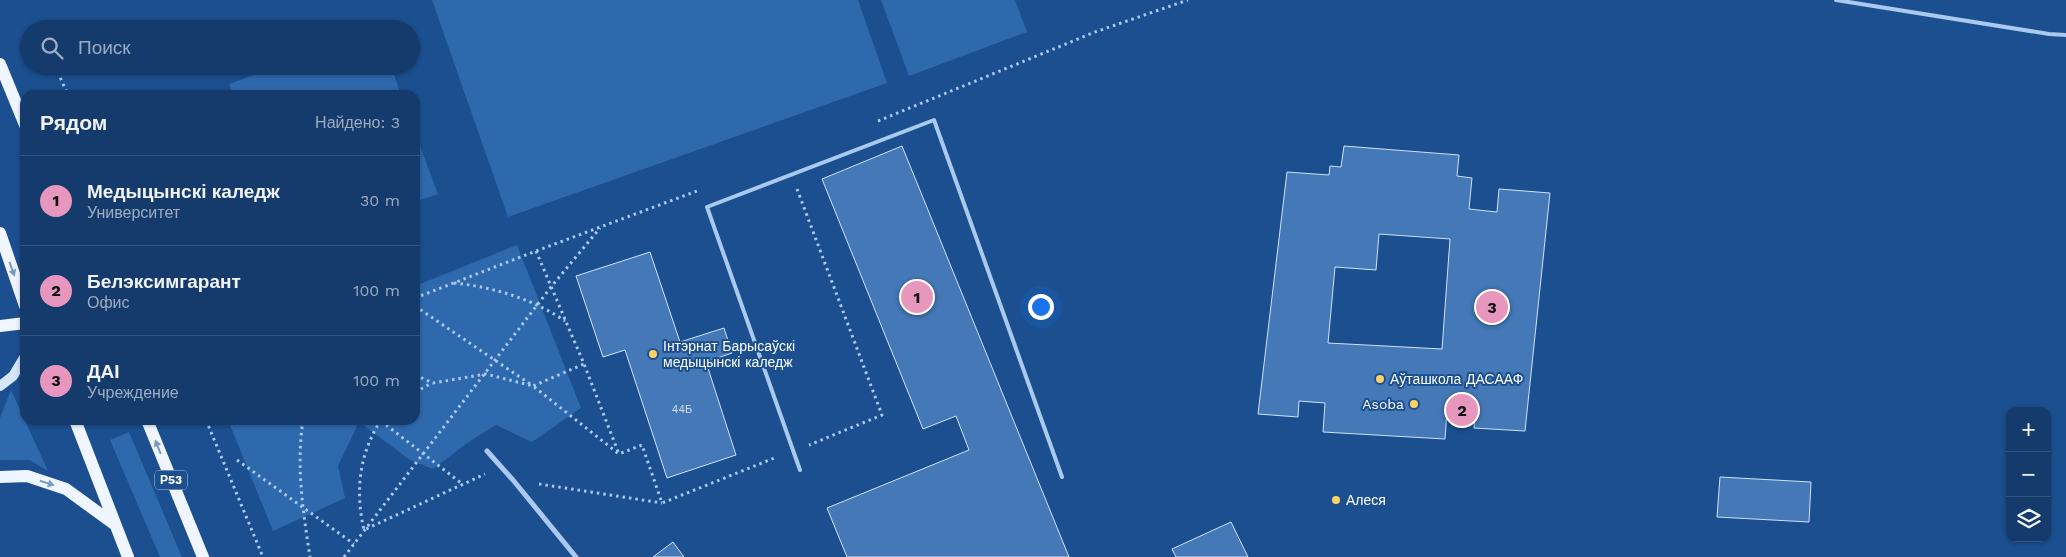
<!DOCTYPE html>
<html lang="ru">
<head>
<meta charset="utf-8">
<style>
	body { margin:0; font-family:"Work Sans",sans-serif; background:#214673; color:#f1f3f6 }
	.controls { position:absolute; right:15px; bottom:15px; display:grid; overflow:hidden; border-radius:10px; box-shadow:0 1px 4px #0004 }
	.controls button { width:45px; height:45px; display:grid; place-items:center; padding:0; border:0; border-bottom:1px solid #33557e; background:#143b6b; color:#f1f3f6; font:25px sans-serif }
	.you { position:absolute; left:1040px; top:306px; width:18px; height:18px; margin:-12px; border:4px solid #fff; border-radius:50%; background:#1a73e8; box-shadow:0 0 0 8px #1a73e833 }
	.badge { display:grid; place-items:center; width:32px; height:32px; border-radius:50%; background:#e797bd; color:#111; font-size:16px; font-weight:700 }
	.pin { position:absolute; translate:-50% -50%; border:2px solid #fff; box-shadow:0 1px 5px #0006 }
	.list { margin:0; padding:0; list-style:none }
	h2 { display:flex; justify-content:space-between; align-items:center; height:65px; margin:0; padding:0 20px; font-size:21px }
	h2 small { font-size:16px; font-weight:400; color:#9dadc1 }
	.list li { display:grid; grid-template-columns:32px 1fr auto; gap:15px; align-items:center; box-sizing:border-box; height:90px; padding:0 20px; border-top:1px solid #33557e }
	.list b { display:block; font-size:19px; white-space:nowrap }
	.list p { margin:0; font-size:16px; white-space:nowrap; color:#9dadc1 }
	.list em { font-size:16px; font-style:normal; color:#9dadc1 }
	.icon { flex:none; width:28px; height:28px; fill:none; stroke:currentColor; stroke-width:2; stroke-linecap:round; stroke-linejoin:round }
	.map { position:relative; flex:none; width:2066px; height:557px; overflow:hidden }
	.search { position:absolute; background:#143b6b; box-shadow:0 1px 4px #0004; left:20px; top:20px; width:400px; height:55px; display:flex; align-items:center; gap:12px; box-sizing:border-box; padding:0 18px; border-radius:28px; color:#9dadc1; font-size:19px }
	.panel { position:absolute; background:#143b6b; box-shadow:0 1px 4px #0004; left:20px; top:90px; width:400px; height:335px; border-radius:15px }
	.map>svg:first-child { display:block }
	.green { fill:#2e69ad }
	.building { fill:#4478b7; stroke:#cfe3fa; fill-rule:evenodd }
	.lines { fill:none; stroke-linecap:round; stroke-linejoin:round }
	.path { stroke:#a9c9ee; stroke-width:3; stroke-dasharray:2.5 4; stroke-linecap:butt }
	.service { stroke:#a9c9ee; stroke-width:4 }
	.minor { stroke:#a9c9ee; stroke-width:5 }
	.secondary { stroke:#d6e6fa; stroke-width:10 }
	.primary { stroke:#f0f6ff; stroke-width:12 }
	.oneway { fill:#7b9ac1 }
	.poi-dot { fill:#ffd166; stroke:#1b4f8f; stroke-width:2 }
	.labels { text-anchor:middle; stroke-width:4; stroke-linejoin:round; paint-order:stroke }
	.number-label { font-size:11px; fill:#d0dded }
	.shield { fill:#1b4f8f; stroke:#bbcadd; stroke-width:1 }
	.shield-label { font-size:12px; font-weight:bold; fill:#fff }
	.poi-label { font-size:14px; fill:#fff; stroke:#1b4f8f; text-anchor:start }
</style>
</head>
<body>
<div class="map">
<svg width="2066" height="557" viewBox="0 0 2066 557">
	<rect width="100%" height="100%" fill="#1b4f8f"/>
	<path class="green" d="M432 0H858L887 83 508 217Z
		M881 0H1015L1027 32 909 76Z
		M279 66H391L401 95H233L229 84Z
		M415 133 438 194 415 202Z
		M517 245 581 408 532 442 496 425 467 443 433 469 410 460 359 422 338 466 345 498 273 531 228 420H415V286Z
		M11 390 48 471 30 460H0V418Z
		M129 432 182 557H160L110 440Z"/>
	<path class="building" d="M902 146 1069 557H847L827 508 969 450 956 416 923 429 822 179Z
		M1344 146 1459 155 1457 176 1472 178 1469 209 1497 212 1499 189 1550 193 1525 431 1474 428 1475 413 1447 411 1445 439 1323 432 1325 403 1299 401 1298 417 1258 414 1287 172 1329 175 1330 166 1341 167ZM1379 234 1450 239 1442 349 1328 343 1335 267 1376 270Z
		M650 252 680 342 724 328 732 353 706 362 736 455 667 478 625 350 603 357 576 276Z
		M1720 477 1811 482 1809 522 1717 517Z
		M1231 522 1248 557H1176L1172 549Z
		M673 542 684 557H653Z"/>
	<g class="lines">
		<path class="path" d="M55 66 68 95
			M878 121 1095 32 1188 0
			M797 189 882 415 809 445
			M536 251 584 364 619 454
			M454 283C493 287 533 299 565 321
			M415 298 536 251 697 191
			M415 306 533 386 584 364
			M415 375 433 383 486 374 533 386 619 454 642 445 662 503 777 457
			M415 392 432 383
			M206 420 263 557
			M303 420C296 466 303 511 310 557
			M381 420C359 454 355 491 364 530L485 474
			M381 421 461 483
			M237 460 354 544
			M539 484 662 503
			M344 557 551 287 600 228"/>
		<path class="service" d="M1836 0 2049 34 2066 35
			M800 470 707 207 934 120 1062 477"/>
		<path class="minor" d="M487 451 513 480 576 557"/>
		<path class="secondary" d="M0 386 13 376 25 356"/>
		<path class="primary" d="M0 64 25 125
			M0 233 25 306
			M0 326 25 323
			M75 420 128 557
			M147 420 203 557
			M0 477 27 476 66 489 114 524"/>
	</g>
	<defs><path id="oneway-solid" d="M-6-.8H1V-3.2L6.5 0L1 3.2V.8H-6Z" transform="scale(1.25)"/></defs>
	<g class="oneway">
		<use href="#oneway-solid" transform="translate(12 269) rotate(70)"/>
		<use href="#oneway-solid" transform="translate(158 447) rotate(-112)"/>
		<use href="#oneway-solid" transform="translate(47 483) rotate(18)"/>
	</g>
	<g class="poi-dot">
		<circle cx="653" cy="354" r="5"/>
		<circle cx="1380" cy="379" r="5"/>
		<circle cx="1414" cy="404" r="5"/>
		<circle cx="1336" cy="500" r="5"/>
	</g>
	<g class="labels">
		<g class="number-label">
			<text x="682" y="413">44Б</text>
		</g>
		<rect class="shield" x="155" y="470.5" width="32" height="19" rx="4"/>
		<g class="shield-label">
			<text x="171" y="484">Р53</text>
		</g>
		<g class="poi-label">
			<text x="663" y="351">Інтэрнат Барысаўскі<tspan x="663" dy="16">медыцынскі каледж</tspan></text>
			<text x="1390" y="384">Аўташкола ДАСААФ</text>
			<text x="1404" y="409" text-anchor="end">Asoba</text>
			<text x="1346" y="505">Алеся</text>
		</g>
	</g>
</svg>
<div class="controls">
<button>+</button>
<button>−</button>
<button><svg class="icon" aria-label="layers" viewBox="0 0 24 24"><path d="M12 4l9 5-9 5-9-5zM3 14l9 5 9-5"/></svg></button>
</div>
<div class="you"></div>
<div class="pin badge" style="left:917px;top:297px">1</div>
<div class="pin badge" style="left:1462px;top:410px">2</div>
<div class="pin badge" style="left:1492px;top:307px">3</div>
<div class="search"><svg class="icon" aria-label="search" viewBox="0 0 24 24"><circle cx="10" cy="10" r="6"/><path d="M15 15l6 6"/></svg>Поиск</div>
<section class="panel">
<h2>Рядом<small>Найдено: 3</small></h2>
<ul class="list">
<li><span class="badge">1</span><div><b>Медыцынскі каледж</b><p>Университет</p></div><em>30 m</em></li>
<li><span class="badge">2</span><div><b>Белэксимгарант</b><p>Офис</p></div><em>100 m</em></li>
<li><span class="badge">3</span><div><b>ДАІ</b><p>Учреждение</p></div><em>100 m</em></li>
</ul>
</section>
</div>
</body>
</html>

_Instructions for the task_. Write out exactly the lines above, from the very first through the line containing "width:45px; height:45px; display:grid;", both kept, with the pictures removed.

_Task result_.
<!DOCTYPE html>
<html lang="ru">
<head>
<meta charset="utf-8">
<style>
	body { margin:0; font-family:"Work Sans",sans-serif; background:#214673; color:#f1f3f6 }
	.controls { position:absolute; right:15px; bottom:15px; display:grid; overflow:hidden; border-radius:10px; box-shadow:0 1px 4px #0004 }
	.controls button { width:45px; height:45px; display:grid; place-items:center; padding:0; border:0; border-bottom:1px solid #33557e; background:#143b6b; color:#f1f3f6; font:25px sans-serif }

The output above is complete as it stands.